En un reciente encuentro con el paleontólogo y divulgador Juan Luis Arsuaga, a preguntas de un interviniente, que daba por hecho en la misma, la inexorabilidad de la entrada/influencia de la IA (Inteligencia Artificial) en nuestras vidas, y dando a entender, poco menos, que en pocas décadas los humanos seremos mitad sangre y células, mitad chips y brillantes hilos metálicos, contestó que está dedicando e iba a dedicar todo su esfuerzo intelectual, personal y profesional posibles, a tratar de evitar esta premonitoria y lamentable, para él, circunstancia. Incidía Arsuaga, partiendo de su enorme conocimiento del dónde venimos y de la extraordinaria y maravillosa complejidad del ser humano, en la inutilidad de seguir avanzando en esta idea de hacernos cada vez más dependientes de las máquinas y alejarnos de lo puramente natural y físico consuetudinario a nuestra especie.
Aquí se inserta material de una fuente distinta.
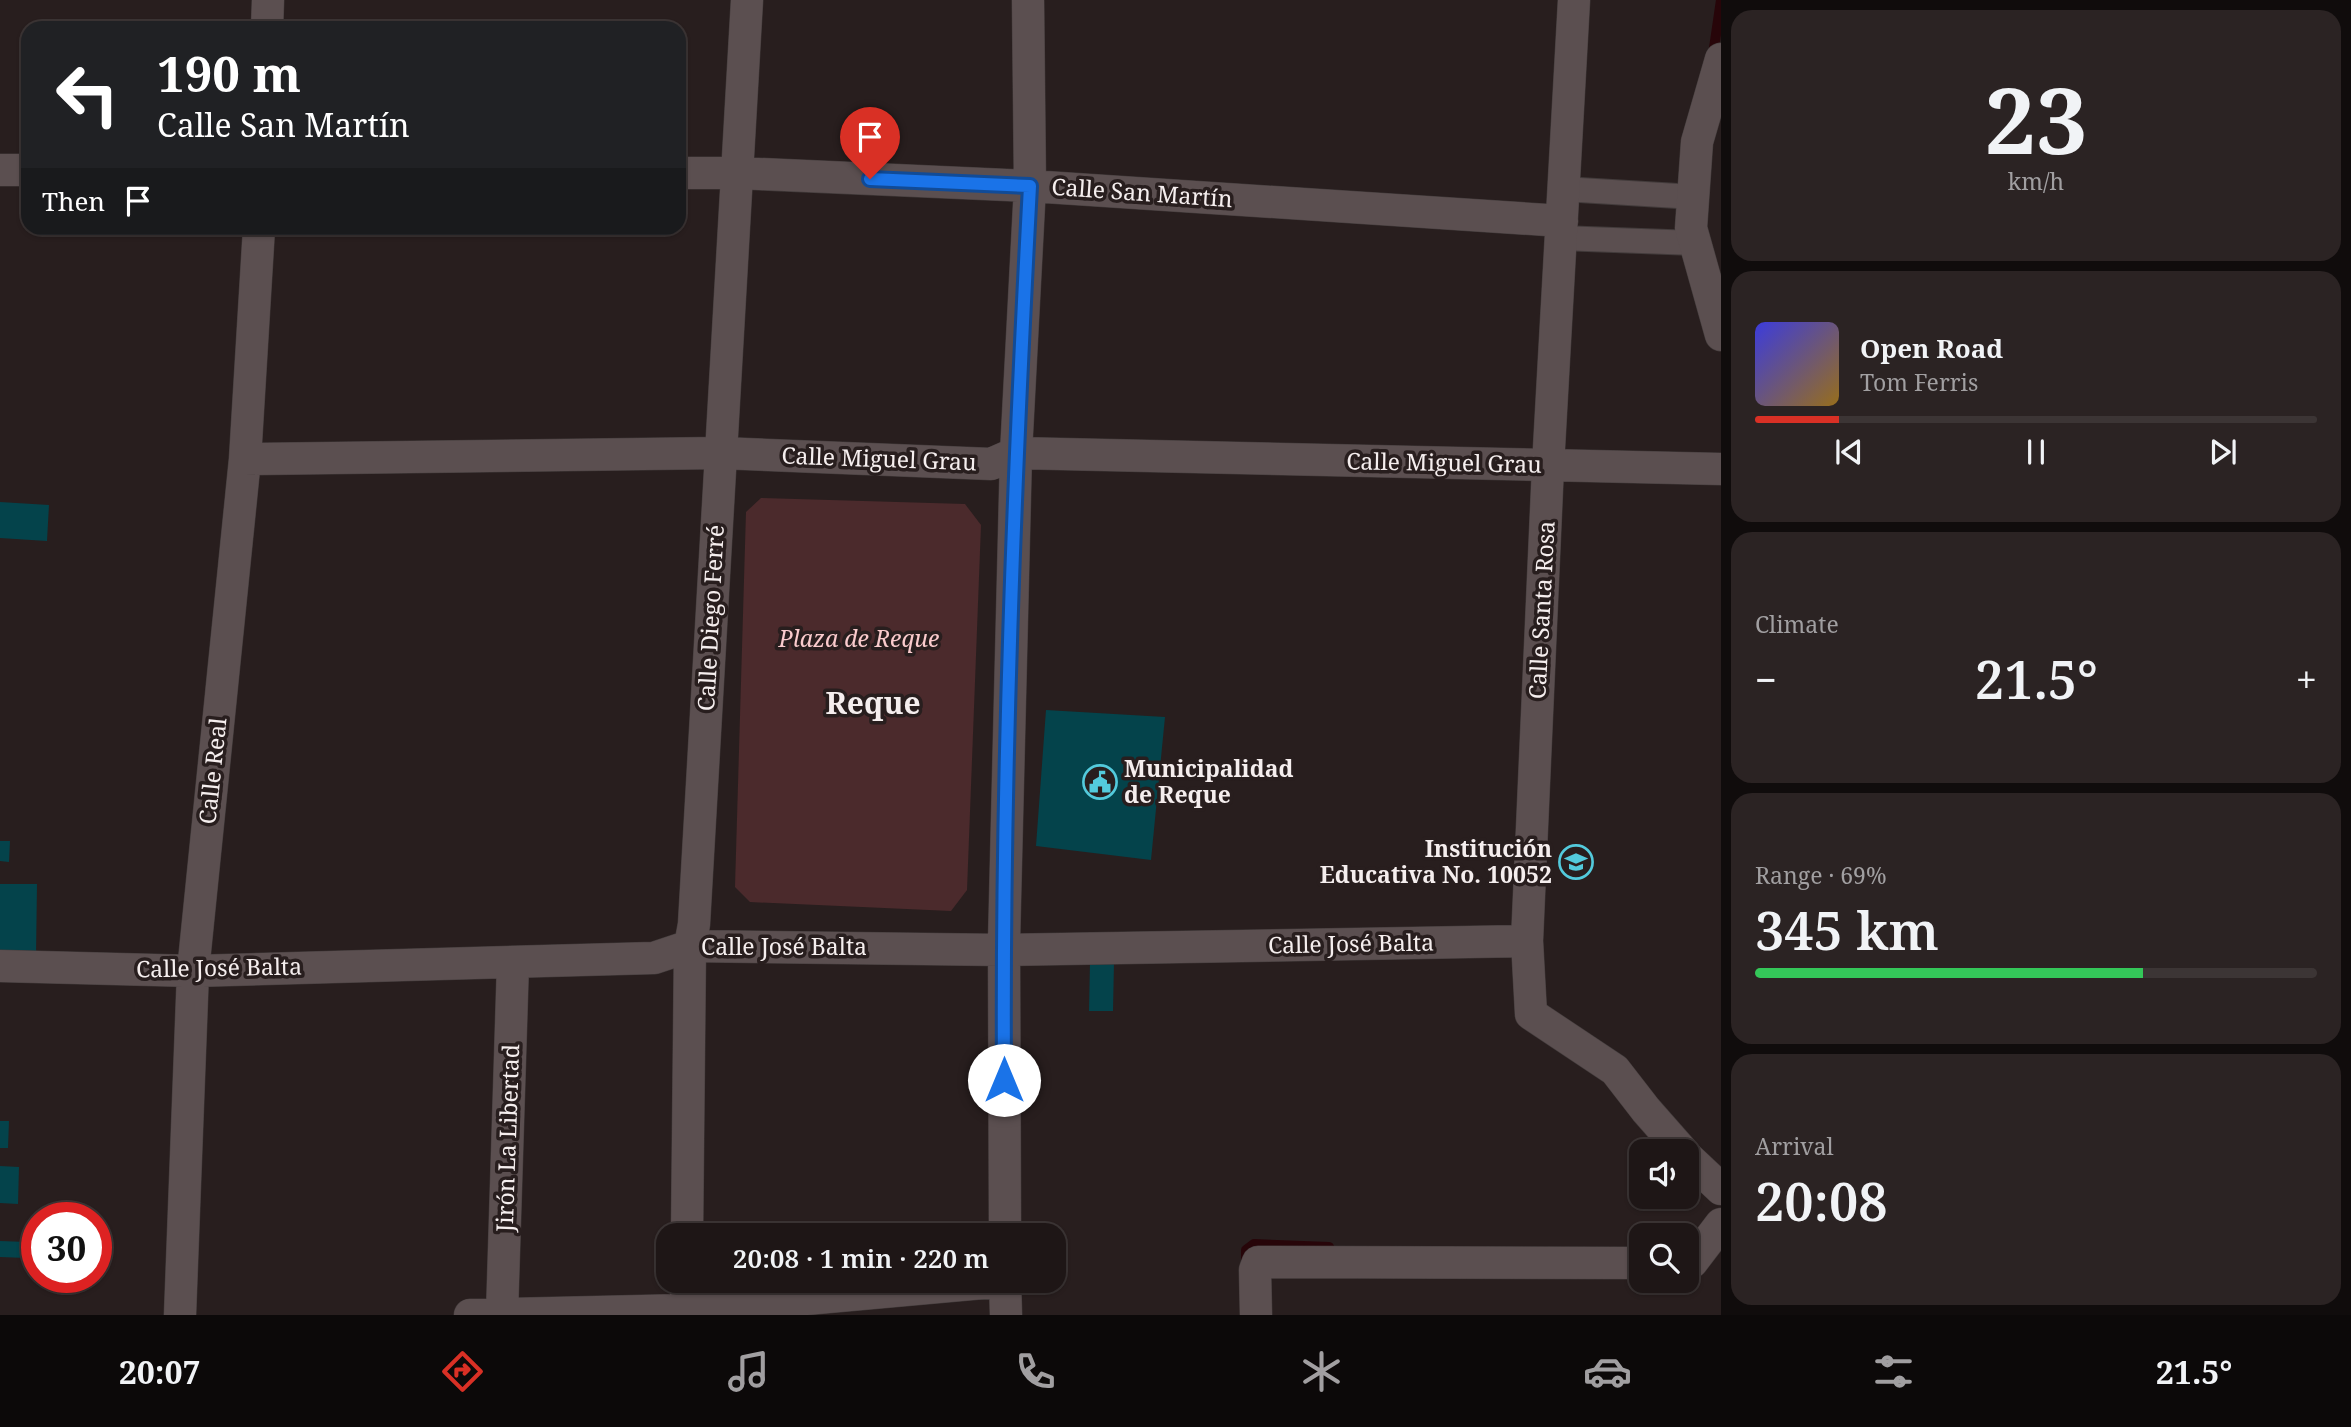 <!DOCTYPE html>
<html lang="en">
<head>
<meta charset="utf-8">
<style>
	body { margin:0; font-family:"Noto Serif",serif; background:#2b2323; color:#f1f3f6; height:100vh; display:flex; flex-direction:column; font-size:26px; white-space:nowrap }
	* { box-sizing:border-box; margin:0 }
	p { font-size:23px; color:#a19fa1 }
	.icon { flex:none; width:38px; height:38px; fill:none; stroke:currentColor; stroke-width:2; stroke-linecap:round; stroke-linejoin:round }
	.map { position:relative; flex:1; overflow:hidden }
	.side { display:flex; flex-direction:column; gap:10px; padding:10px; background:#100c0c; width:630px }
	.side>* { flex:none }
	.hud { position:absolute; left:21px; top:21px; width:665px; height:214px; border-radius:21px; box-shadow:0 2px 5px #0004,0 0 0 2px #3c3535; background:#202124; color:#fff; overflow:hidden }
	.fabs { position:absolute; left:1629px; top:1139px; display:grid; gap:14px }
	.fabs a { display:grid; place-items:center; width:70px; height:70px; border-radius:14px; background:#1e1616; box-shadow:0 2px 5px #0004,0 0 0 2px #3c3535; font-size:35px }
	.speed { position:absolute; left:21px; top:1202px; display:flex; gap:14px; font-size:35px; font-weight:700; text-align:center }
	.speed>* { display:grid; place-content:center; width:91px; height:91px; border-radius:50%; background:#1e1616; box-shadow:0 2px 5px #0004,0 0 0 2px #3c3535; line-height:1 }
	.speed .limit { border:10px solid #d22; background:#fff; color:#111 }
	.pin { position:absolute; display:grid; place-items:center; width:60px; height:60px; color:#fff; margin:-72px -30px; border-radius:50% 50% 50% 0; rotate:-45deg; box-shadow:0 0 7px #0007 }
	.pin .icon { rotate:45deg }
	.me { position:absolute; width:77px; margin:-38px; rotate:0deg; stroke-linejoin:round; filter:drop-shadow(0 0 5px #0008) }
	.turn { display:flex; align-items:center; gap:24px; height:147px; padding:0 21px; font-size:32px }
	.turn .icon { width:91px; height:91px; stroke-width:2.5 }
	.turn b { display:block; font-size:49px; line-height:60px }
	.then { display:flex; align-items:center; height:66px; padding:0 21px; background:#0003; gap:14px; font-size:26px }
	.big { font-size:52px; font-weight:600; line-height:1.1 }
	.side .tile { flex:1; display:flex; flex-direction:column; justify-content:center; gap:10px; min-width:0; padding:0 24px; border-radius:21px; background:#2b2323 }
	.side .dial { align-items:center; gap:0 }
	.dial b { font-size:91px; line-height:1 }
	.song { display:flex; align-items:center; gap:21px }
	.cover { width:84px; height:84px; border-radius:10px; background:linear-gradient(135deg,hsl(240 70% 55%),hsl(40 70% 35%)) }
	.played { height:7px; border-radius:4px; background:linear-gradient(90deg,#d93025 15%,#3c3535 15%) }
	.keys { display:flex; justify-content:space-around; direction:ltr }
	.heat { display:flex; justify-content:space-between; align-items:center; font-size:38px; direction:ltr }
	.charge { height:10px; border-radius:5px; background:linear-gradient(90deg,#34c759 69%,#3c3535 0) }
	.trip { position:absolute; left:656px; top:1223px; width:410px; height:70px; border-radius:21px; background:#1e1616; box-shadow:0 2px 5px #0004,0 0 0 2px #3c3535; font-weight:600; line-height:70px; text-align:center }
	.tab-bar { display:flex; height:112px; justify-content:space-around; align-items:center; background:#0c0909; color:#a19fa1 }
	.tab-bar .icon { width:49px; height:49px }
	.tab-bar .active { color:#d93025 }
	.tab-bar b { font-size:32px; color:#f1f3f6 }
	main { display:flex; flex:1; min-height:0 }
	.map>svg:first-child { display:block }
</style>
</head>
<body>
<main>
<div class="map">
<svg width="1721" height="1315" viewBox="0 0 1721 1315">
	<rect width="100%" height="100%" fill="#281e1e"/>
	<!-- green -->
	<path fill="#4b2a2c" d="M 761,498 L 965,504 L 981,525 L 967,890 L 951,911 L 750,902 L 735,887 L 746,512 Z"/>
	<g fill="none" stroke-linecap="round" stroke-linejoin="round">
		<!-- stream -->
		<path stroke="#270509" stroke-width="10" d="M 1713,55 L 1721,0
			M 1246,1266 L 1246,1250 L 1254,1244 L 1329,1247"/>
	</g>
	<!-- building -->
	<path fill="#04434b" d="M 0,502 L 49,505 L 47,541 L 0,538 Z
		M 1046,710 L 1165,717 L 1151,860 L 1036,846 Z
		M 0,841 L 10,841 L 9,862 L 0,861 Z
		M 0,884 L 37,884 L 36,956 L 0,955 Z
		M 1090,962 L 1114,962 L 1113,1011 L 1089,1011 Z
		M 0,1121 L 9,1121 L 8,1148 L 0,1148 Z
		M 0,1166 L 19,1167 L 18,1204 L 0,1203 Z
		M 0,1241 L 27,1242 L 26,1258 L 0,1257 Z"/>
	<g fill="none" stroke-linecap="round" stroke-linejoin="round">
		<!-- pedestrian casing -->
		<g stroke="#423b3b" stroke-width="26">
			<path id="pedestrian" d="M 1563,189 L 1694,197
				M 1560,238 L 1695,243"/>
		</g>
		<!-- minor casing -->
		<g stroke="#423b3b" stroke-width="33">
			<path id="minor" d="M 1574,0 L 1548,466 L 1527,941 L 1531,1014 L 1615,1070 L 1646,1110 L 1683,1152
				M 267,28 L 268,0
				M 1721,59 L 1697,142 L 1691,228 L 1721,335
				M 0,170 L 28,170
				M 679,173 L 737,173 L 1030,186 L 1562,221
				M 245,459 L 720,453 L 991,464 L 1016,453 L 1721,469
				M 0,966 L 193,971 L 654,958 L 690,946 L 1004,950 L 1527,941
				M 1687,1157 L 1721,1189
				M 687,1236 L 690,946 L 694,924 L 747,0
				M 1005,1236 L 1004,942 L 1016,453 L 1030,186 L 1028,0
				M 1687,1263 L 1692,1262 L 1721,1224
				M 1005,1281 L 1006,1315
				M 502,1314 L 513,962
				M 180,1315 L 193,971 L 245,459 L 259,228
				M 470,1315 L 686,1310 L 1005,1281
				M 686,1315 L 686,1281
				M 1256,1315 L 1255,1270 L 1258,1262 L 1642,1263"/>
		</g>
		<!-- pedestrian -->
		<use href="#pedestrian" stroke="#5b4f50" stroke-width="24"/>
		<!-- minor -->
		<use href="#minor" stroke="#5b4f50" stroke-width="32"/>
	</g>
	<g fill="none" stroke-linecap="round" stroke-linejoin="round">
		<!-- route casing -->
		<g stroke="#114b97" stroke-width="18">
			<path id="route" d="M 870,179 L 1030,186 C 1014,483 1002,782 1004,1080"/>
		</g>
		<!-- route -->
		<use href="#route" stroke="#1a73e8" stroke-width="12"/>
	</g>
	<!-- icons -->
	<defs>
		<g id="civic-ring" transform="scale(1.75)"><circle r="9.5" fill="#281e1e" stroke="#53cadc" stroke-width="1.5"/><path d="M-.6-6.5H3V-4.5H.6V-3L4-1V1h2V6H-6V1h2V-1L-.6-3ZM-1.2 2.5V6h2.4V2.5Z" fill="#53cadc"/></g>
		<g id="school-ring" transform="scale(1.75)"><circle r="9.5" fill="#281e1e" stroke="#53cadc" stroke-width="1.5"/><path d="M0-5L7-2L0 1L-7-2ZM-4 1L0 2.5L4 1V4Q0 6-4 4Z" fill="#53cadc"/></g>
	</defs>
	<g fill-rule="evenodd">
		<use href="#civic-ring" x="1100" y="782"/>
		<use href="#school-ring" x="1576" y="862"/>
	</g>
	<g text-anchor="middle" stroke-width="7" stroke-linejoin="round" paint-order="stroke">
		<!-- street labels -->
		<g font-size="23" fill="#f5eeee" stroke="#281e1e">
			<text transform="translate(1142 193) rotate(4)" y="8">Calle San Martín</text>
			<text transform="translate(879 459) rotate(2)" y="8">Calle Miguel Grau</text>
			<text transform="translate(1444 463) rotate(1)" y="8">Calle Miguel Grau</text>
			<text transform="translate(1542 610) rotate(-87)" y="8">Calle Santa Rosa</text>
			<text transform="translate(711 618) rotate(-87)" y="8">Calle Diego Ferré</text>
			<text transform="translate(213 771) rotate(-84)" y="8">Calle Real</text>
			<text transform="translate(1351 944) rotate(-1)" y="8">Calle José Balta</text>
			<text x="784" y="955">Calle José Balta</text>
			<text transform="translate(219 968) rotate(-1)" y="8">Calle José Balta</text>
			<text transform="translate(508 1138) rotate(-88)" y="8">Jirón La Libertad</text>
		</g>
		<!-- park labels -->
		<g font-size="23" font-style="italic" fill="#facbcd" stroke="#281e1e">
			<text x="859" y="647">Plaza de Reque</text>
		</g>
		<!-- poi labels -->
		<g font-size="23" font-weight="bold" fill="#f5eeee" stroke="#281e1e" text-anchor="start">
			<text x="1124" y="777">Municipalidad<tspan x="1124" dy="26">de Reque</tspan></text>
			<text x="1552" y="857" text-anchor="end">Institución<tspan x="1552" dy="26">Educativa No. 10052</tspan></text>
		</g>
		<!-- district labels -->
		<g font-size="30" font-weight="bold" fill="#f5eeee" stroke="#281e1e">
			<text x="873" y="714">Reque</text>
		</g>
	</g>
</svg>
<div class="fabs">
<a><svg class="icon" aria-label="sound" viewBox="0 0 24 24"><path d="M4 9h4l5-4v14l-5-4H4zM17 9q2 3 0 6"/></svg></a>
<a><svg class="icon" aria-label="search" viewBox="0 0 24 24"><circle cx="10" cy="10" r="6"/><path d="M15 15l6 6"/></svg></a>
</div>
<div class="speed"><div class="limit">30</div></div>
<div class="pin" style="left:870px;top:179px;background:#d93025"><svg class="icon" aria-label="arrive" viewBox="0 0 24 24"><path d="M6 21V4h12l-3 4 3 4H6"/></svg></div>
<svg class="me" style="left:1004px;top:1080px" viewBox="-20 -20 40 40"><circle r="19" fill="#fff"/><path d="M0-13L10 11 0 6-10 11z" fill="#1a73e8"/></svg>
<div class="trip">20:08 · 1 min · 220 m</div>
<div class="hud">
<div class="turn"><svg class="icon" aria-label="left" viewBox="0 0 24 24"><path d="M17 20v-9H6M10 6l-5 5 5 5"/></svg><div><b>190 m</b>Calle San Martín</div></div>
<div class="then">Then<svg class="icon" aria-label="arrive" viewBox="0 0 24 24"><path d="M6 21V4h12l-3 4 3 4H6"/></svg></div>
</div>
</div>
<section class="side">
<div class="tile dial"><b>23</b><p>km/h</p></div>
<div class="tile">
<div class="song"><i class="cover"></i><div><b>Open Road</b><p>Tom Ferris</p></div></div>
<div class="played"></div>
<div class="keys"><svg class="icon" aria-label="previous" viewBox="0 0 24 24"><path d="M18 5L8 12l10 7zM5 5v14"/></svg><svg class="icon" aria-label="pause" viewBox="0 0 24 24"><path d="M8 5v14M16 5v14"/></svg><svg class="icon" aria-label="next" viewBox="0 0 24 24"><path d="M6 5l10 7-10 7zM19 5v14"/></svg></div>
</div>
<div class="tile"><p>Climate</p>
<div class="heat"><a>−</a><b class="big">21.5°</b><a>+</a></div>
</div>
<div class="tile"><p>Range · 69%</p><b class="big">345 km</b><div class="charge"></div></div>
<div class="tile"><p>Arrival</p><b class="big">20:08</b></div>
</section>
</main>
<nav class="tab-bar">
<b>20:07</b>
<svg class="icon active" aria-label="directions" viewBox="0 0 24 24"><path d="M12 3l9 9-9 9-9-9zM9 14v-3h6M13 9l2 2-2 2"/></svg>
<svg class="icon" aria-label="music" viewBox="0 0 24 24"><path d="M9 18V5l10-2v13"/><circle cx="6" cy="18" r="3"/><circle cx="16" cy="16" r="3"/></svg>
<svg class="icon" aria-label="phone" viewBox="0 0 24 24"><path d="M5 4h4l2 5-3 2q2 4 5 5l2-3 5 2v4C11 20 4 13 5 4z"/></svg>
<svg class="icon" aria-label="climate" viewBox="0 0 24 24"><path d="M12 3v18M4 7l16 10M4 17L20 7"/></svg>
<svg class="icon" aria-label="car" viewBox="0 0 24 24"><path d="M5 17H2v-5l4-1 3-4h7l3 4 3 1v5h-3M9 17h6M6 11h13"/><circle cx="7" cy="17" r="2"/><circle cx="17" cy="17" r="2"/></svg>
<svg class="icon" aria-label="filters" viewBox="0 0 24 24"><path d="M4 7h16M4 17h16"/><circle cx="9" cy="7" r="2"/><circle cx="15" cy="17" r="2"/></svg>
<b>21.5°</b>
</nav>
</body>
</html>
Al tiempo, cada vez nos llegan más noticias en los medios de comunicación, sobre, por ejemplo, que los grandes gurús del mundo de la informática, de los creadores y propietarios de las gigantescas empresas tecnológicas, que basan todo su negocio en el uso, cuando no abuso, de todo tipo de artilugios mecánicos, ya sean tabletas, móviles, gadgets de todo tipo y pelaje, y cuya obsolescencia cada vez llega antes, reconocen que en su vida personal y familiar, sobre todo en lo relacionado con sus hijos, intentan disminuir esa interacción con las nuevas, o ya viejas, tecnologías que los hicieron supermegamillonarios.
No es de extrañar, por tanto, que también en los sistemas educativos de los, siempre envidiados y admirados, países nórdicos, se abran paso criterios más restrictivos en la proliferación del uso de pantallas digitales en las clases de sus alumnos, tratando de volver, aunque no sea de una forma total, a un sistema de enseñanza más manual y personal.
Más recientemente, el Senado australiano acaba de ratificar, a propuesta de su Gobierno y una vez aprobada por la Cámara de los Diputados, una Ley pionera que prohíbe el acceso de los menores de 16 años a las redes sociales. Al tiempo contempla imponer multas de más de treinta millones de euros a las plataformas que infrinjan este Ley. Llámese Facebook, TikTok o Instagram. La Ley, según sus proponentes, busca “proteger a los niños y adolescentes del acoso y de potenciales problemas de salud mental”.
Bienvenidas sean estas corrientes. Usemos correctamente los avances tecnológicos que mejoren y faciliten nuestra vida, que nos ayuden a cuidar de nuestra salud, que nos amplíen las capacidades de conocimiento del ser humano, pero hasta ahí, hasta no traspasar esa barrera que nos incapacita para disfrutar de nuestro entorno más natural como especie.
Por supuesto que cada uno puede elegir. Yo elijo oír música en mi casa, en el coche, en lugares de ocio, nunca iré por las calles con unos auriculares, enormes, porque “molan” más, o minúsculos, porque son más cómodos, que me impidan escuchar las voces de mis congéneres, del ruido de la tormenta que se acerca, de los pájaros si estoy en un bosque o del rumor de las olas del mar.
Qué puede reflejar más un contradiós ( Término coloquial, según la RAE, que significa “Acción absurda o vituperable), que ver a cientos, miles de personas, en un concierto o en un campo de futbol, para el que han pagado una entrada carísima, tratando de grabar con sus móviles el espectáculo en lugar de disfrutarlo en directo. Bob Dylan ya prohibió el uso de móviles en sus conciertos en 2023 y otros muchos van tomando esta misma postura. Lo que es lamentable es que tenga que ser el actuante y no el receptor, el que trate de corregir el sinsentido de estos comportamientos.
Hagamos caso a ese simpático cartel que hay en algunos lugares: “No tenemos wifi, hablen entre ustedes”. Se empieza no hablando con el de al lado y se acaba no pudiendo pasar uno por el arco detector de metales del aeropuerto sin que suene la alarma.
Si no me creen, lean y escuchen a Arsuaga.